S R Marques Neto1, A da H Silva, M C P dos Santos, E F Ferraz, J H M Nascimento.   

Abstract

AIM: This study aimed to evaluate the combined effects of exercise and antagonists of the angiotensin II and aldosterone receptors on cardiac autonomic regulation and ventricular repolarization in rats chronically treated with nandrolone decanoate (ND), a synthetic androgen.
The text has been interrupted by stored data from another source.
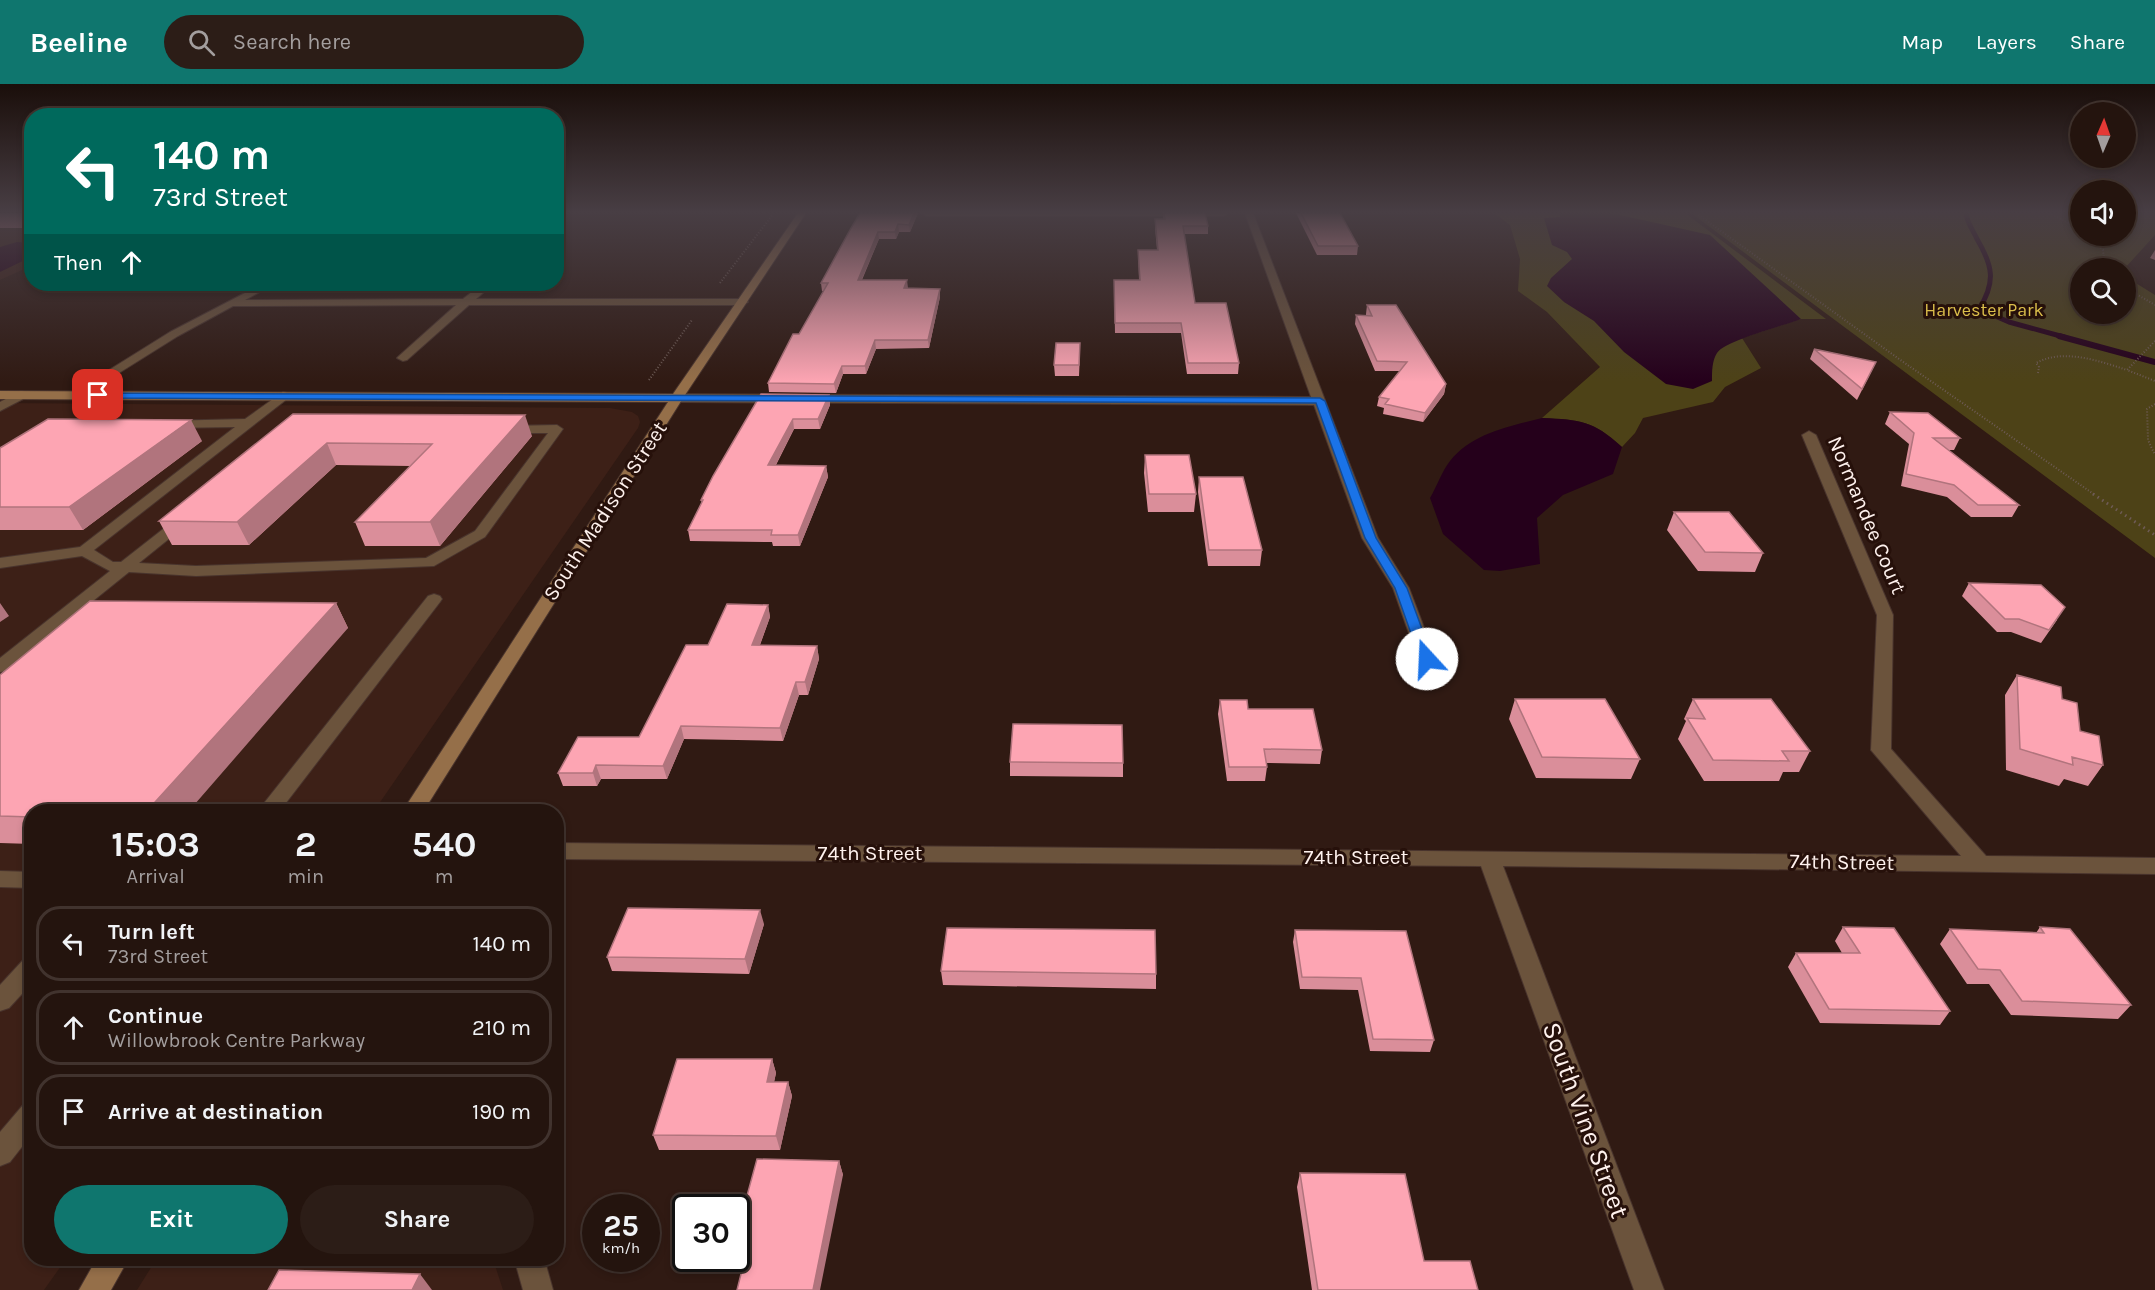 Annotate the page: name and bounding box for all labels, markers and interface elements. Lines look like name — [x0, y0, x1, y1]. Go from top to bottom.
search box — [164, 15, 584, 69]
text: Beeline — [30, 26, 128, 59]
icon: search — [185, 26, 218, 59]
text: Search here — [233, 29, 351, 55]
text: Map — [1901, 30, 1943, 54]
text: Layers — [1976, 30, 2037, 54]
text: Share — [2070, 30, 2125, 54]
north arrow — [2070, 102, 2136, 168]
map controls — [2070, 102, 2136, 324]
text: 140 m — [153, 130, 270, 180]
icon: left — [54, 132, 132, 210]
button: sound — [2070, 180, 2136, 246]
text: 73rd Street — [153, 181, 288, 213]
icon: ahead — [115, 246, 148, 279]
text: Then — [54, 250, 103, 276]
button: search — [2070, 258, 2136, 324]
park label: Harvester Park — [1924, 299, 2044, 321]
pin — [72, 369, 123, 420]
icon: arrive — [81, 378, 114, 411]
street label: South Madison Street — [538, 417, 672, 605]
street label: Normandee Court — [1823, 433, 1911, 597]
position arrow — [1395, 627, 1459, 691]
text: 15:03 — [111, 823, 200, 865]
text: 2 — [295, 823, 317, 865]
text: 540 — [411, 823, 477, 865]
street label: 74th Street — [818, 841, 922, 865]
street label: 74th Street — [1304, 845, 1408, 869]
street label: 74th Street — [1789, 849, 1895, 875]
text: Arrival — [126, 865, 185, 888]
text: min — [287, 865, 324, 888]
text: m — [435, 865, 453, 888]
text: Turn left — [108, 919, 195, 945]
icon: left — [57, 927, 90, 960]
text: 140 m — [473, 931, 531, 957]
text: 73rd Street — [108, 945, 208, 968]
text: Continue — [108, 1003, 203, 1029]
icon: ahead — [57, 1011, 90, 1044]
text: 210 m — [472, 1015, 531, 1041]
street label: South Vine Street — [1536, 1018, 1635, 1223]
text: Willowbrook Centre Parkway — [108, 1029, 365, 1052]
icon: arrive — [57, 1095, 90, 1128]
text: Arrive at destination — [108, 1099, 323, 1125]
text: 190 m — [472, 1099, 531, 1125]
button: Exit — [54, 1185, 288, 1254]
button: Share — [300, 1185, 534, 1254]
speed limit sign: 30 — [672, 1194, 750, 1272]
text: 25 — [603, 1208, 639, 1244]
text: km/h — [602, 1239, 640, 1257]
METHODS: Thirty male Wistar rats were divided into six groups: sedentary, trained, ND-treated, trained and ND-treated, trained and treated with both ND and spironolactone, and trained and treated with both ND and losartan. ND (10 mg kg(-1) weekly) and the antagonists (20 mg kg(-1) daily) of the angiotensin II AT1 (losartan) and aldosterone (spironolactone) receptors were administered for 8 weeks. Exercise training was performed using a treadmill five times each week for 8 weeks. Following this 8-week training and treatment period, electrocardiogram recordings were obtained to determine the time and frequency domains of heart rate variability (HRV) and corrected QT interval (QTc).
RESULTS: Nandrolone decanoate treatment increased the QTc interval and reduced the parasympathetic indexes of HRV (RMSSD, pNN5 and high-frequency power) in sedentary and trained rats. The ratio between low- and high-frequency power (LF/HF) was higher in ND-treated groups. Both losartan and spironolactone treatments prevented the effects of ND on the QTc interval and the HRV parameters (RMSSD, pNN5, high-frequency power, and the LF/HF ratio).
CONCLUSION: Our results show that chronic treatment with a high dose of ND induces cardiac parasympathetic dysfunction and disturbances in ventricular repolarization in both sedentary and exercised rats. Furthermore, inhibiting the renin-angiotensin-aldosterone system using losartan, or spironolactone, prevented these deleterious effects.
© 2012 The Authors Acta Physiologica © 2012 Scandinavian Physiological Society.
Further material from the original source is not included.